Procura, procura, procura

Gente, uma das missões mais difíceis da maternidade, para mim, é fazer escolhas para nossos filhos – a escolha de onde morar, onde estudar, em que médico ir. Porque tudo isso vai ter muita influência na vida dos nossos pequenos, e eu acho responsabilidade demais, peso demais, importância demais. Logo eu, que sempre fui uma pessoa super segura, na hora de decidir pelo Frederico me torno…insegura! O medo de errar está sempre latente dentro de nós, não é?!
Bom, mas como toda busca um dia tem de terminar, vou contar um pouco para vocês como eu e meu marido fizemos para escolher a escolinha onde colocaremos o Frederico a partir dos dois anos de idade.

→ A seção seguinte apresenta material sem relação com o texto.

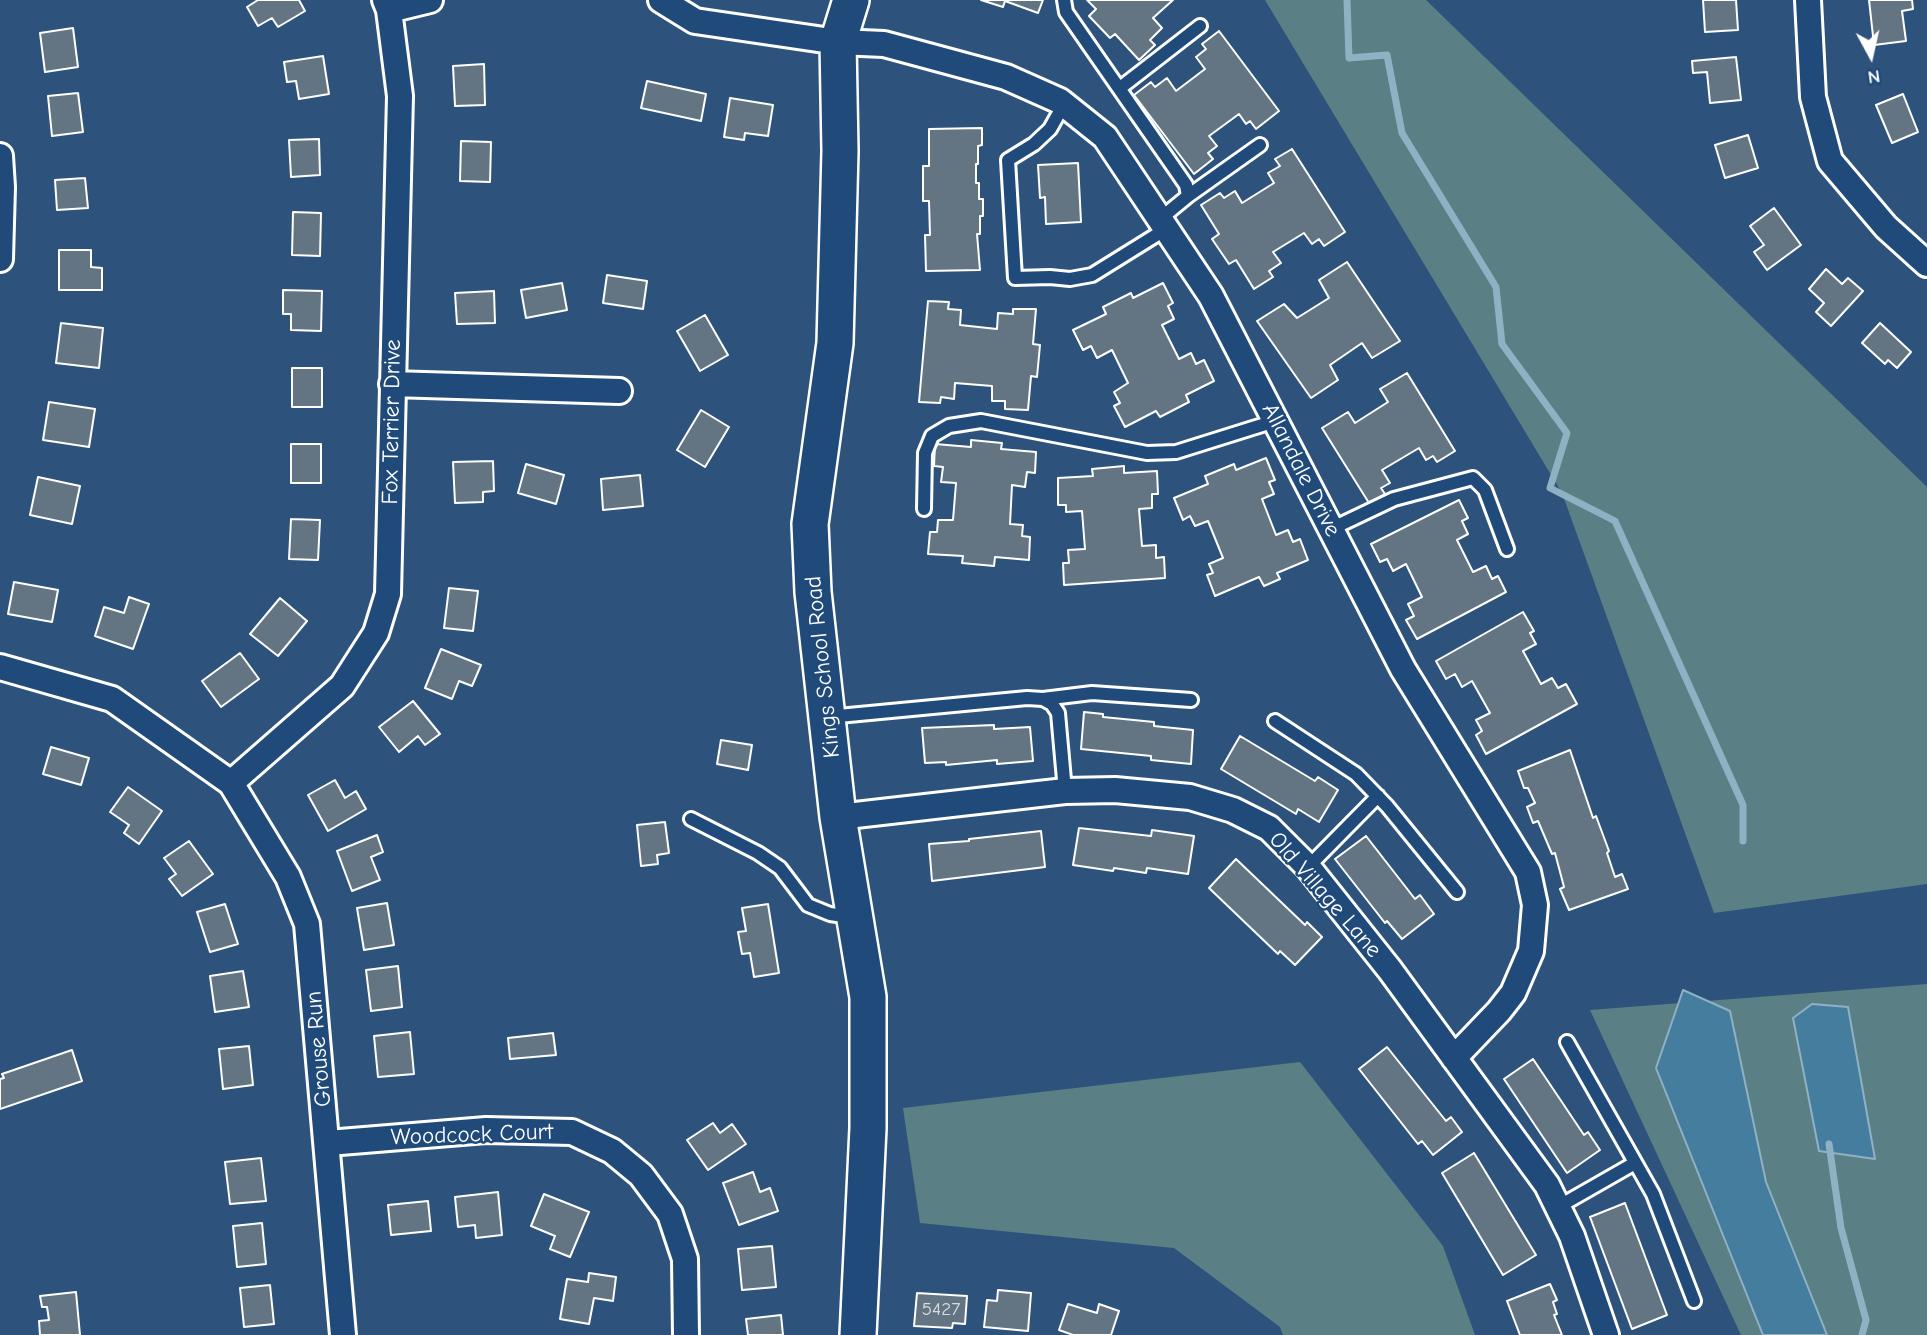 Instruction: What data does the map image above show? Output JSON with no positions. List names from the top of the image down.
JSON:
{
  "streets": {
    "street": [
      "Fox Terrier Drive",
      "Allandale Drive",
      "Kings School Road",
      "Old Village Lane",
      "Grouse Run",
      "Woodcock Court"
    ]
  },
  "crossings": [
    ["Fox Terrier Drive", "Grouse Run"],
    ["Allandale Drive", "Kings School Road"],
    ["Allandale Drive", "Old Village Lane"],
    ["Kings School Road", "Old Village Lane"],
    ["Grouse Run", "Woodcock Court"]
  ],
  "house_numbers": ["5427"],
  "north": "bottom"
} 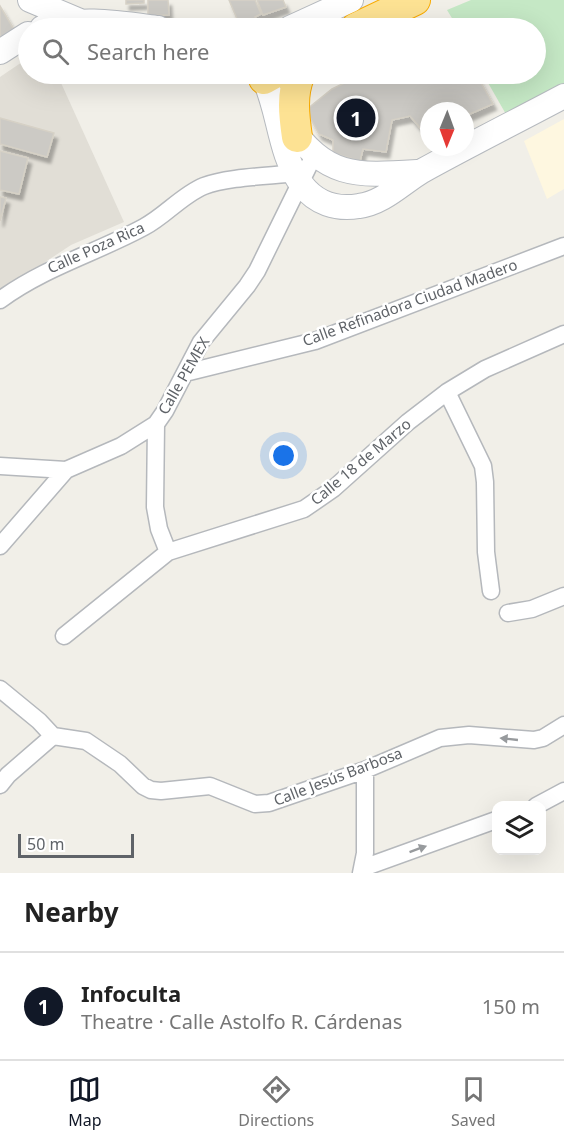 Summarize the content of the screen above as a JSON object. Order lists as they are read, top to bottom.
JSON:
{
  "streets": {
    "street": [
      "Calle Poza Rica",
      "Calle Refinadora Ciudad Madero",
      "Calle PEMEX",
      "Calle 18 de Marzo",
      "Calle Jesús Barbosa"
    ]
  },
  "crossings": [
    ["Calle Poza Rica", "Calle PEMEX"],
    ["Calle Refinadora Ciudad Madero", "Calle PEMEX"]
  ],
  "scale_bar": "50 m",
  "north": "bottom",
  "page": {
    "search": "Search here",
    "pins": "1",
    "scale": "50 m",
    "heading": "Nearby",
    "list": [
      {
        "mark": "1",
        "name": "Infoculta",
        "note": "Theatre · Calle Astolfo R. Cárdenas",
        "value": "150 m"
      }
    ],
    "nav": ["Map", "Directions", "Saved"]
  }
} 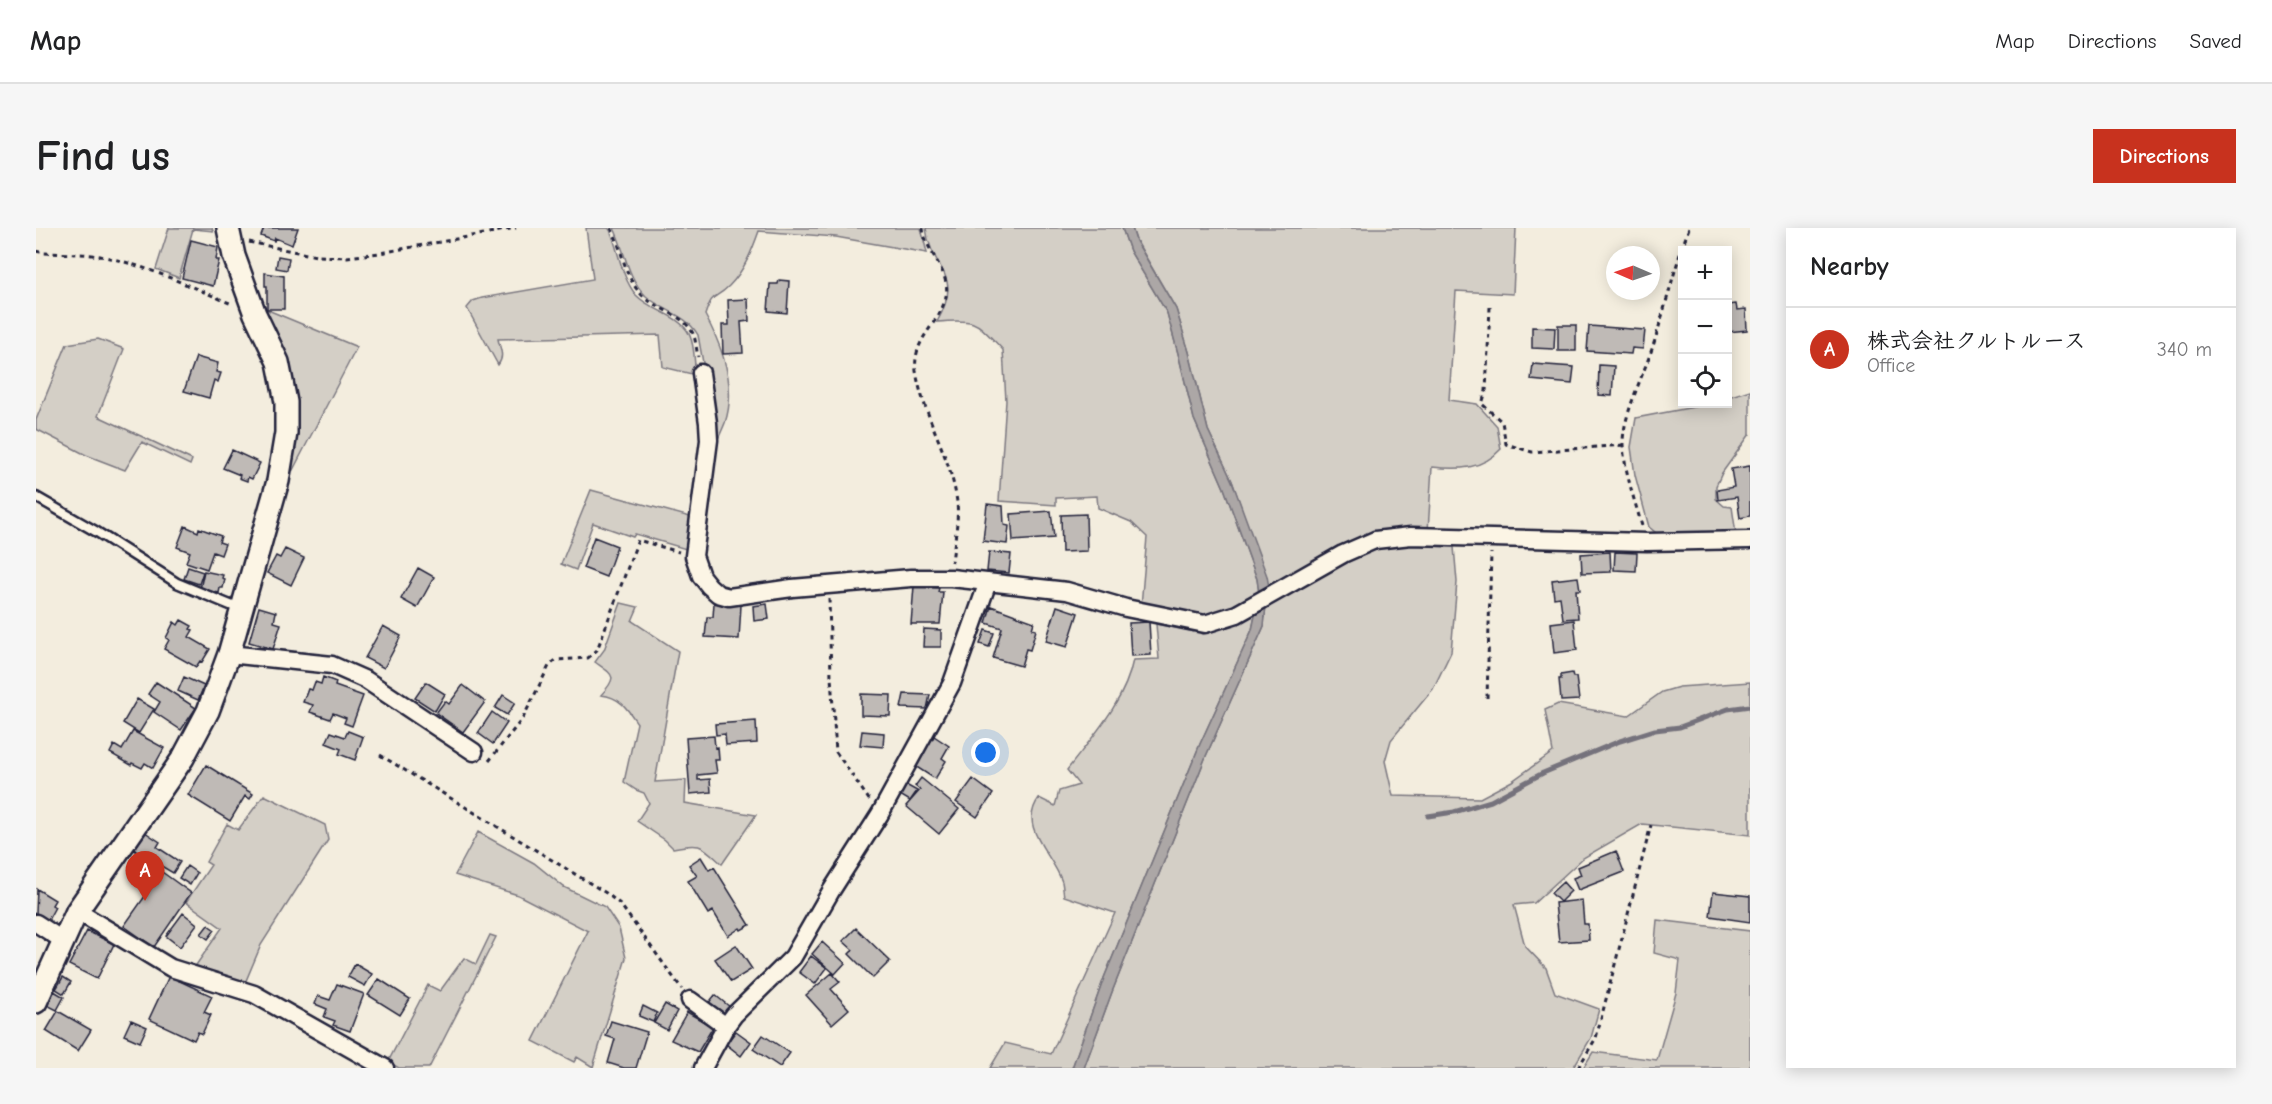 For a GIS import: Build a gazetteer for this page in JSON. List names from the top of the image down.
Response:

Foi uma procura e tanto – exaustiva, cansativa e gratificante. Num primeiro momento, mapeei as escolinhas que ficavam num “raio” de até 10 minutos de carro da minha casa, pois acho que com crianças pequenas não devemos optar por lugares muito distantes, afinal de contas, Porto Alegre está se transformando numa mini-São Paulo em termos de trânsito. A partir disso, visitei nove escolas de educação infantil. Muitas delas foram indicadas por amigas ou vizinhas que têm filhos nessas escolas, o que sempre é uma boa referência, mas não quer dizer que porque os outros gostaram a gente vai gostar, afinal de contas, cada cabeça uma sentença… Se quiserem saber os nomes, endereços e telefones das escolinhas que eu e a Paula já visitamos, a seguir publicaremos um post sobre isso.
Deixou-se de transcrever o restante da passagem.